I’ve noticed that business people and engineers tend to use a lot of jargon and insider euphemisms in their conversations, sometimes with rather humorous results. I had a recent example occur that was too funny not to share (but too long for Twitter).

Back at the end of 2011, my startup hit a really bad dry spell with no contracts for about 6 months, and we were really close to running completely out of money. I went to ask a local space entrepreneur for some advice, and he he used the analogy of “shooting the puppy,” to metaphorically describe the painful decision of whether it would be more prudent to shut a company down intentionally and mercifully rather than letting it die slowly and painfully. Fortunately, we decided not to “shoot the puppy” in this case, and a few months later landed two contracts with the DARPA Phoenix program. Ever since then though, we started using the phrase “shoot the puppy” as a euphemism for making a tough business decision to end some project we were emotionally attached to.

Which brings me to the humorous situation. I was recently talking on the phone with a colleague who was flying back from a business trip. He was going to help me with some artwork for a long-shot proposal that I was really excited to bid on. Unfortunately, we ran into some snags and I was starting to wonder whether it would be more prudent to “shoot the puppy” and focus on finishing up a few other proposals instead that I felt were more likely to win even if they weren’t as big and awesome. I still needed one key data piece before I could make that decision, so I told him that I’d figure out whether or not I was going to shoot the puppy. You know how sometimes when you’re talking on the phone you can start speaking rather more loudly than you would otherwise intend? Well my friend was in that mode when says something to the effect of “Ok, cool.
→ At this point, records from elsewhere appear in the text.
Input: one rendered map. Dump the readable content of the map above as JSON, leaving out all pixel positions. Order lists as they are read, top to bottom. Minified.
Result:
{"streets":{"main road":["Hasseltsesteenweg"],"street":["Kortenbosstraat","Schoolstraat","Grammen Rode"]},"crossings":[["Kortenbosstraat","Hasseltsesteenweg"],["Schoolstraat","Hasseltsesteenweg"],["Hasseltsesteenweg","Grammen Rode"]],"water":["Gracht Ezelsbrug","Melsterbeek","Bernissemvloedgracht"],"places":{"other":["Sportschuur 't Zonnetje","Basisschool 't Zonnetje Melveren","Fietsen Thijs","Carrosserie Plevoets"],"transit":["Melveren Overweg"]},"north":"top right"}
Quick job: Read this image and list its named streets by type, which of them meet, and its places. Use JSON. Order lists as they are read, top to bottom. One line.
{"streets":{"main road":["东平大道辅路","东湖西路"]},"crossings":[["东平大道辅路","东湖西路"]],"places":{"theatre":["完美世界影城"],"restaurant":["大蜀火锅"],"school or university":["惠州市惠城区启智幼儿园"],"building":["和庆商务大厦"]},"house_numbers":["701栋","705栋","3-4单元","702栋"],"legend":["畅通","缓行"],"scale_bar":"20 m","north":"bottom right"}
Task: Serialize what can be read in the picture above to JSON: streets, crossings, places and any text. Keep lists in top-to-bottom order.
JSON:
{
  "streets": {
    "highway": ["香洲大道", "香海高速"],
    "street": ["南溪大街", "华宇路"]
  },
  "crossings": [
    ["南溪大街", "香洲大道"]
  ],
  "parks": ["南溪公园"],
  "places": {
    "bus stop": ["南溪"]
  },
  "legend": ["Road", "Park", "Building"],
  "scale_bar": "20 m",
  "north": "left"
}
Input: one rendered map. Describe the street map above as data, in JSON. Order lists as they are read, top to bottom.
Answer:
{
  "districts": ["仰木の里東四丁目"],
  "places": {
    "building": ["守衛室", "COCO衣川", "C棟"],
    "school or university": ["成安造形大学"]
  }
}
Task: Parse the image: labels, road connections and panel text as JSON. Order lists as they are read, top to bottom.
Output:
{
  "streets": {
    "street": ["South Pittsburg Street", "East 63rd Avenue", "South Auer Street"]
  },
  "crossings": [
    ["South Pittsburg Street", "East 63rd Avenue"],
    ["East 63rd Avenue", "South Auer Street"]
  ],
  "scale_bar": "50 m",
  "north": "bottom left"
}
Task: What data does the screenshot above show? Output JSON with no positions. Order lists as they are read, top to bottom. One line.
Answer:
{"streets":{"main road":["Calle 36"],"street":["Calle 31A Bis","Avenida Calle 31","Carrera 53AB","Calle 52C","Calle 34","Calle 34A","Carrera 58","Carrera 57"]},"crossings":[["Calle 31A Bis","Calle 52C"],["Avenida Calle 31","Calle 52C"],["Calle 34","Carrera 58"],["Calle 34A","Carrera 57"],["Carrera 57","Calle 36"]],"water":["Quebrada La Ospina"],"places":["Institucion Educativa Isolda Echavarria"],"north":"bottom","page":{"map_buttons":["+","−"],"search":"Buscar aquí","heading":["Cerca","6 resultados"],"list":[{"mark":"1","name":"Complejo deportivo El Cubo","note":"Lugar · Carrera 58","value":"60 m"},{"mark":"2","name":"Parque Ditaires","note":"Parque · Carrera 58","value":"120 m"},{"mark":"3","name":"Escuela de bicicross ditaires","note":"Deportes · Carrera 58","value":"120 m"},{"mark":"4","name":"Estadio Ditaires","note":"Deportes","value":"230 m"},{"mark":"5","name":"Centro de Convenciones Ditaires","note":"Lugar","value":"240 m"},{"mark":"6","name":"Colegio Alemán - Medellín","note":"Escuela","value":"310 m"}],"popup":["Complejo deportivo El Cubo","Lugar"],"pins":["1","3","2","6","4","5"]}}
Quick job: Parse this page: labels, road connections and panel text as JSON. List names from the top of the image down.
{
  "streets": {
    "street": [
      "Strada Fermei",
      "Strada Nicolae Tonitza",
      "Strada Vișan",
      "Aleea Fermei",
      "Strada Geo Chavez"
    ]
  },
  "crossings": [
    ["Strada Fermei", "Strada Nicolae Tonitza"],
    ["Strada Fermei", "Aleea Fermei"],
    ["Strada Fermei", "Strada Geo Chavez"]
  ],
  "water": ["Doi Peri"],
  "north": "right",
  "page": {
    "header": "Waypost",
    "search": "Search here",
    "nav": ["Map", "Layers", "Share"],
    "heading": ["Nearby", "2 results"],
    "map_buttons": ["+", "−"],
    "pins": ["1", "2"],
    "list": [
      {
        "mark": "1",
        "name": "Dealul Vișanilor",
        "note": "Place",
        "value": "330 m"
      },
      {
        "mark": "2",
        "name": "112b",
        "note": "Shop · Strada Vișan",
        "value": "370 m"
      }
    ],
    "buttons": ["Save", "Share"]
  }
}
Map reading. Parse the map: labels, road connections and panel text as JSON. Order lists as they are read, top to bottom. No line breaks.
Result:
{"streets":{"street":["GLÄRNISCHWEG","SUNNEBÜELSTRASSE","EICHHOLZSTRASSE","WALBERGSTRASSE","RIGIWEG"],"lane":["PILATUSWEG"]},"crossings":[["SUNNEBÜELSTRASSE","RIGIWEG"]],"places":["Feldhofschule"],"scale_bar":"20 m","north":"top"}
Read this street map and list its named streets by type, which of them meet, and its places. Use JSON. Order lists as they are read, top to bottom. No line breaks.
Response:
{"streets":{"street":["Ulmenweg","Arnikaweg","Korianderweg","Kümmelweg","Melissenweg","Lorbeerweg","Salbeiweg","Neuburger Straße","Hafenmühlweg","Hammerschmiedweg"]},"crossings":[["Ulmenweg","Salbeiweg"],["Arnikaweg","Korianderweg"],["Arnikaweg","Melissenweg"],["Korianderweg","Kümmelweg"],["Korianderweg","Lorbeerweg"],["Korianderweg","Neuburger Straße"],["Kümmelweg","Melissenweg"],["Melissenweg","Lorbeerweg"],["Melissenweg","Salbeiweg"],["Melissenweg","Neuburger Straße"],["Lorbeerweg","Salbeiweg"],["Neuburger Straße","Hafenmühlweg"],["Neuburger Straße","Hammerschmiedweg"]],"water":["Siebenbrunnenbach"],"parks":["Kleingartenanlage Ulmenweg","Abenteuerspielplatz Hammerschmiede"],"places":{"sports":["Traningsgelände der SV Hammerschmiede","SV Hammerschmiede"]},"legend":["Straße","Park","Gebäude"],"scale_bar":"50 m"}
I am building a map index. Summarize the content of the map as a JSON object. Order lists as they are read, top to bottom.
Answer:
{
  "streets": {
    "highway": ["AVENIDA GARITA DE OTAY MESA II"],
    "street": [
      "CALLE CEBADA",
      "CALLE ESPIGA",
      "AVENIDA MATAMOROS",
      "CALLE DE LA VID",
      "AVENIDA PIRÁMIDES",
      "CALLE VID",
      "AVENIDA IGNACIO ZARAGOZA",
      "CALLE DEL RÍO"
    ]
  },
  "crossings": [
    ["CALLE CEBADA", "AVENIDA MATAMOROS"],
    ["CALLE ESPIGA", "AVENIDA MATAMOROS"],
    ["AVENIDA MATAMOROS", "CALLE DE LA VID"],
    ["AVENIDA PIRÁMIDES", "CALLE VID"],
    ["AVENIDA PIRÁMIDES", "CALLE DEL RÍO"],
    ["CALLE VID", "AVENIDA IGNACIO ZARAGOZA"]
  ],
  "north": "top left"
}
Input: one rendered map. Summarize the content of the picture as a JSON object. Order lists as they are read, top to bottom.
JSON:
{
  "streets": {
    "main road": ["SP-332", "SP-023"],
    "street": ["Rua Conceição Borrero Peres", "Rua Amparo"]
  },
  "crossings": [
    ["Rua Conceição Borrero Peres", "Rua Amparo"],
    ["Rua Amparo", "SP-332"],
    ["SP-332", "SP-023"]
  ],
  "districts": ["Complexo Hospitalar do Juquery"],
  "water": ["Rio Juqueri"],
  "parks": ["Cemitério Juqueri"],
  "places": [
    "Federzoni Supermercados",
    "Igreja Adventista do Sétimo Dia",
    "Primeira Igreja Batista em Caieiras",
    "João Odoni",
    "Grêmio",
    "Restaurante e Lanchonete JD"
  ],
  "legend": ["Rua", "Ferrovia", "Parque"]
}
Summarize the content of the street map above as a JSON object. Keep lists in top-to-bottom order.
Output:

Go and figure out if you’re going to shoot the puppy. But let me know what you decide. It’s probably better for me if you shoot the puppy, but let me know one way or another.”

Mind you, he’s saying this loudly in the gate area of a major international airport waiting for his flight. I can only imagine what sort of sociopath the people sitting around him must have thought he was. Fortunately, nothing worse happened than him being really embarrassed when I pointed out that that euphemism probably wasn’t the best one to use in a public place where people don’t know the context. But it just goes to show that we should probably be more careful about our euphemisms and jargon, and try to think about how they might sound to the uninitiated.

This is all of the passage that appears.